These results should be interpreted in the context of several limitations. First, uneven sampling and sequencing coverage could bias the inference of viral importations and onward transmission. Specifically, genomic sampling peaked in NYC before cases (Fig. 1a, b); however, considering NYC has the highest proportion of cases sequenced, it is unlikely that we overestimated the number of introductions of MPXV into NYC. Nearly all of the sequenced cases were from sexual health clinics, which, although not necessarily representative of citywide cases, are likely a sentinel population with which to understand sexually transmitted pathogens in NYC. Second, generation times and serial intervals of MPXV likely varied over the course of the epidemic, as evidenced by different estimates across regions and timeframes46–49. We therefore inferred the growth rate in addition to the effective reproduction number and used multiple approaches for the inference of each, arriving at consistent results for when the outbreak ended. Lastly, for our simulations, we restricted the population to MSM, assumed the sexual partnership distribution estimated for the MSM population in the United Kingdom was a sufficient proxy for that in NYC, and did not account for network structure or changes in behavior. However, heterosexual transmission of MPXV has not been shown to be a major factor in the mpox epidemic, and a more heterogeneous population than the one modeled or substantive shifts in behavior could result in an epidemic that could end with even lower cumulative incidence.
The transmission dynamics of the 2022 mpox outbreak in NYC was characterized by rapid spread through heavy-tailed sexual contact networks, which brought about the end of the epidemic when an estimated less than 2% of the at-risk MSM population had been infected. Although the World Health Organization declared an end to mpox as a public health emergency of international concern in May 2023, there have continued to be mpox cases both in NYC and elsewhere50, highlighting the potential for resurgence. Considering the dense connectivity of the sexual networks along with MPXV spreads, it is critical to develop targeted and rapid vaccination strategies not only in the event of future mpox outbreaks, but also as a preventative measure.

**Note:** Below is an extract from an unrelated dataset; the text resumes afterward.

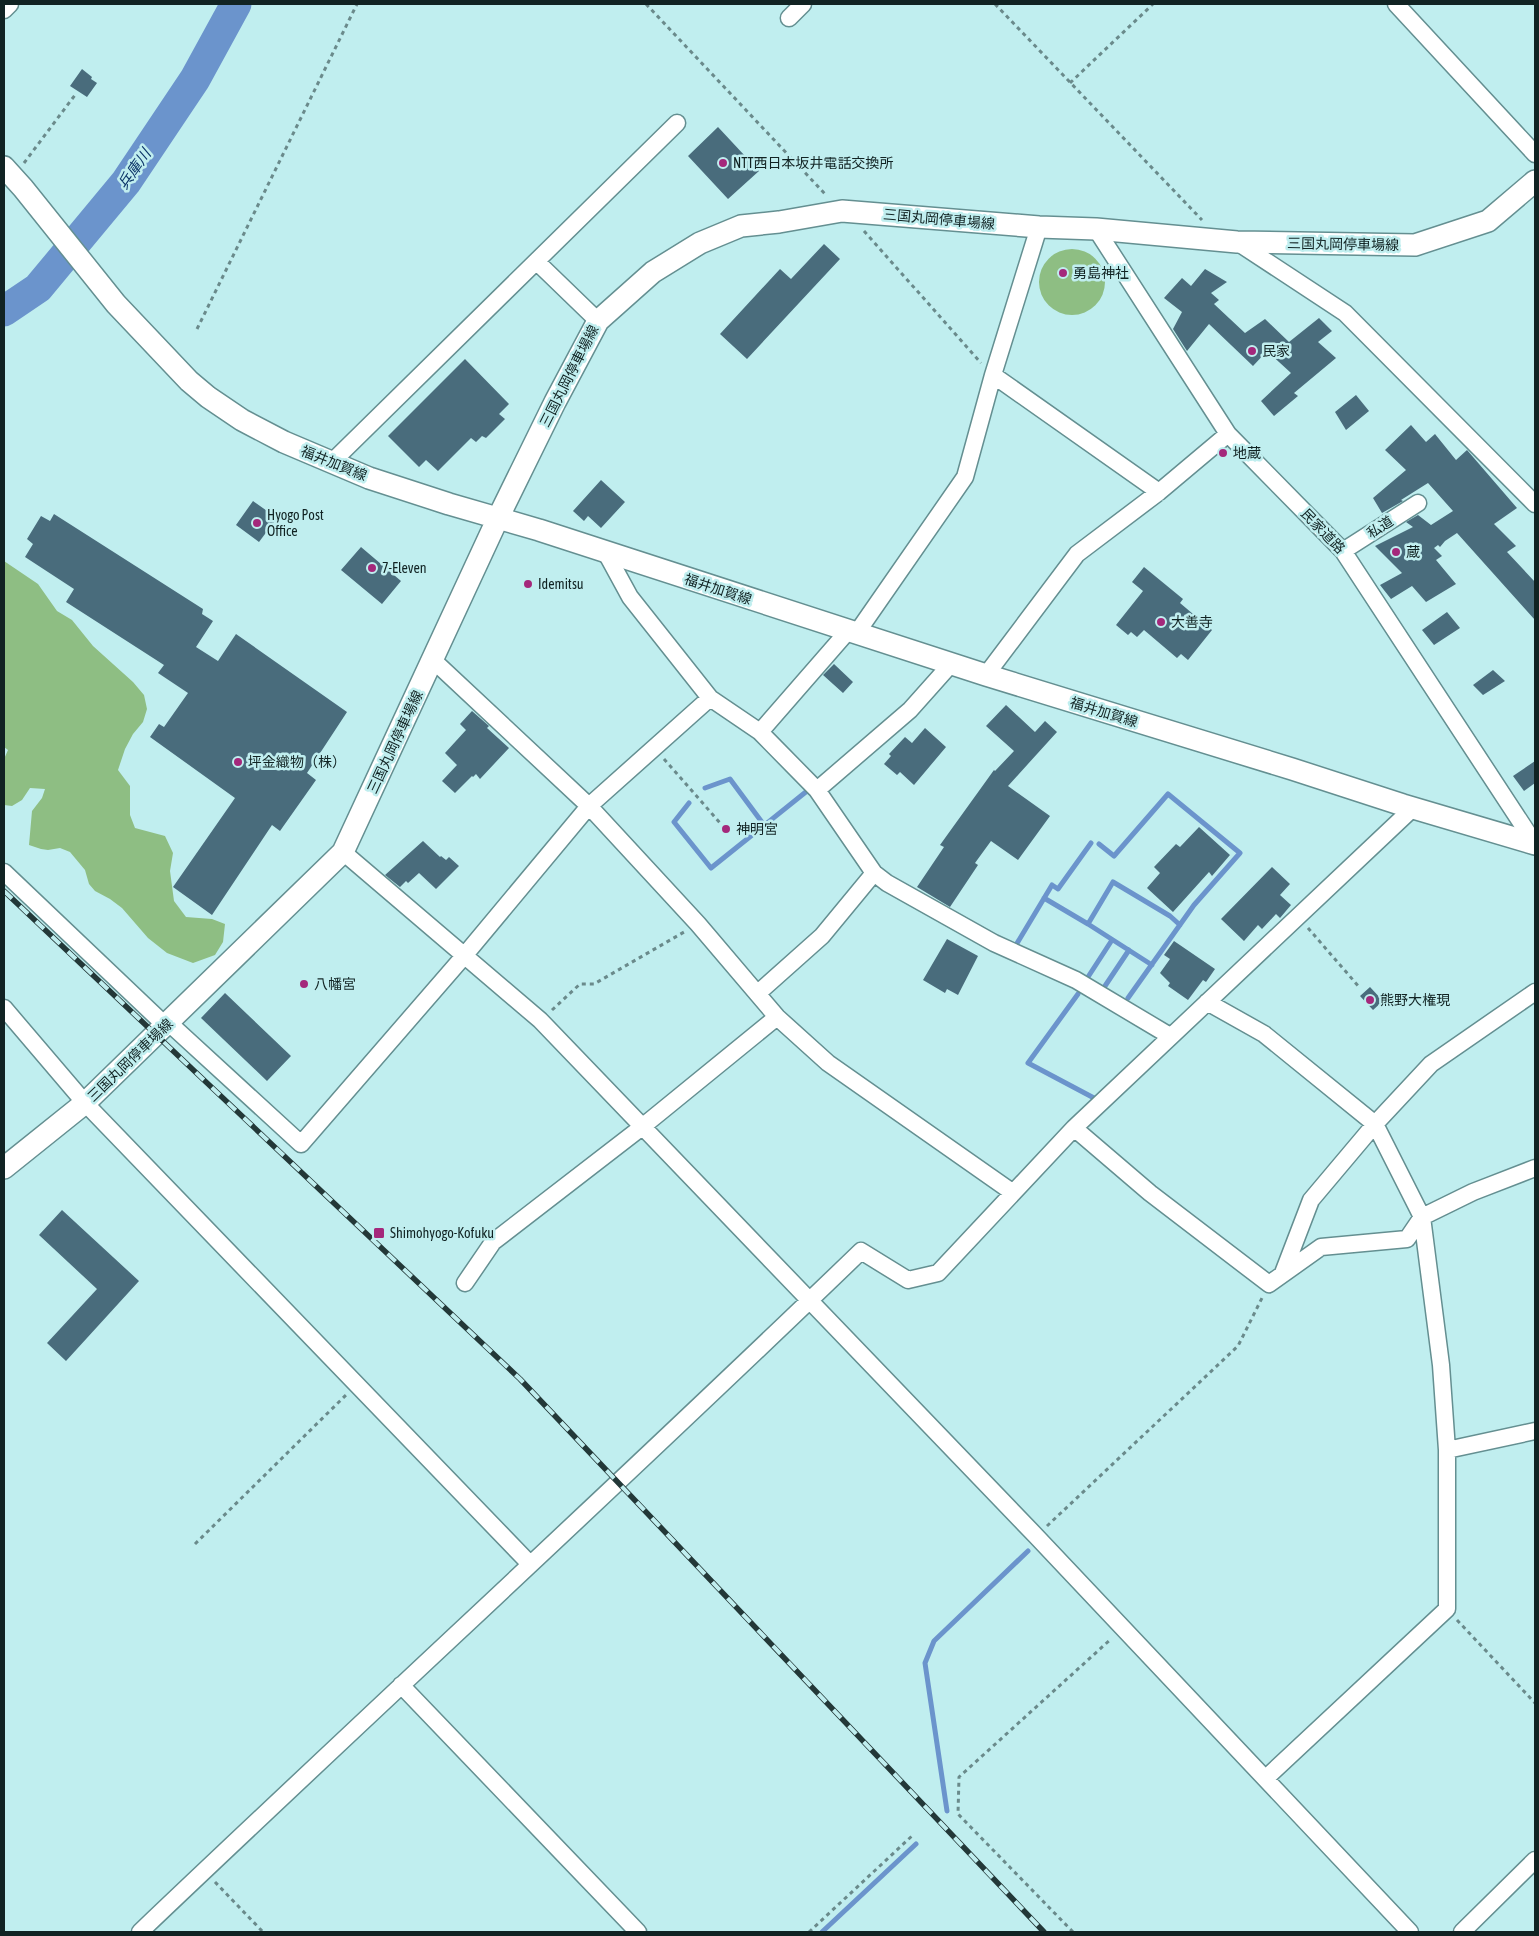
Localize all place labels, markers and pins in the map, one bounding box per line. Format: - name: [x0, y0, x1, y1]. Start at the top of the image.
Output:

a, The estimated number of MPXV importations into and exportations out of the United States per week. Shaded areas show 95% highest posterior densities (HPDs) of the estimates. b, Cumulative number of MPXV importations into and exportations out of the United States. The violins represent the 95% HPDs and the black bars indicate the median values.
Estimated importation times for NYC transmission clusters, including singletons. The left limit of the solid line is the median time of the parent node of the MRCA of each transmission cluster and the right limit is the median tMRCA of the transmission cluster. The left limit of the dotted line is the lower bound of the 95% HPD of the time of the parent node and the right limit is the upper bound of the 95% HPD of the tMRCA. For singletons, the right limit of the solid line is the date of sampling, and there is no dotted line extending rightward.
Inset shows frequency of cluster sizes of at least 20.
The bars are colored by whether the individuals are members of mpox clusters.
Inferred growth rate of MPXV based on the case data whilst incorporating generation time and incubation period into the inference (EpiNow2, blue), solely on the case counts (REACT, yellow), or MPXV genomes in a phylodynamic approach using an episodic birth-death-sampling model (EBDS; red). Dashed line indicates inflection point (i.e., when the epidemic is in decline; growth rate=0). Lines and shaded regions represent the median and 95% confidence interval, respectively. The EBDS model assumes week-long intervals with a uniform growth rate per interval.
The effective reproduction number (Re) after observing given cumulative infections with varying infectious periods and an SAR of (a) 0.1 and (b) 0.4. Lines and shaded regions represent the median and 95% range, respectively.
Methods
Incidence and vaccine data
The number of reported mpox cases per country were downloaded from Our World in Data (OWID; https://ourworldindata.org/; last accessed on 6 February 2024).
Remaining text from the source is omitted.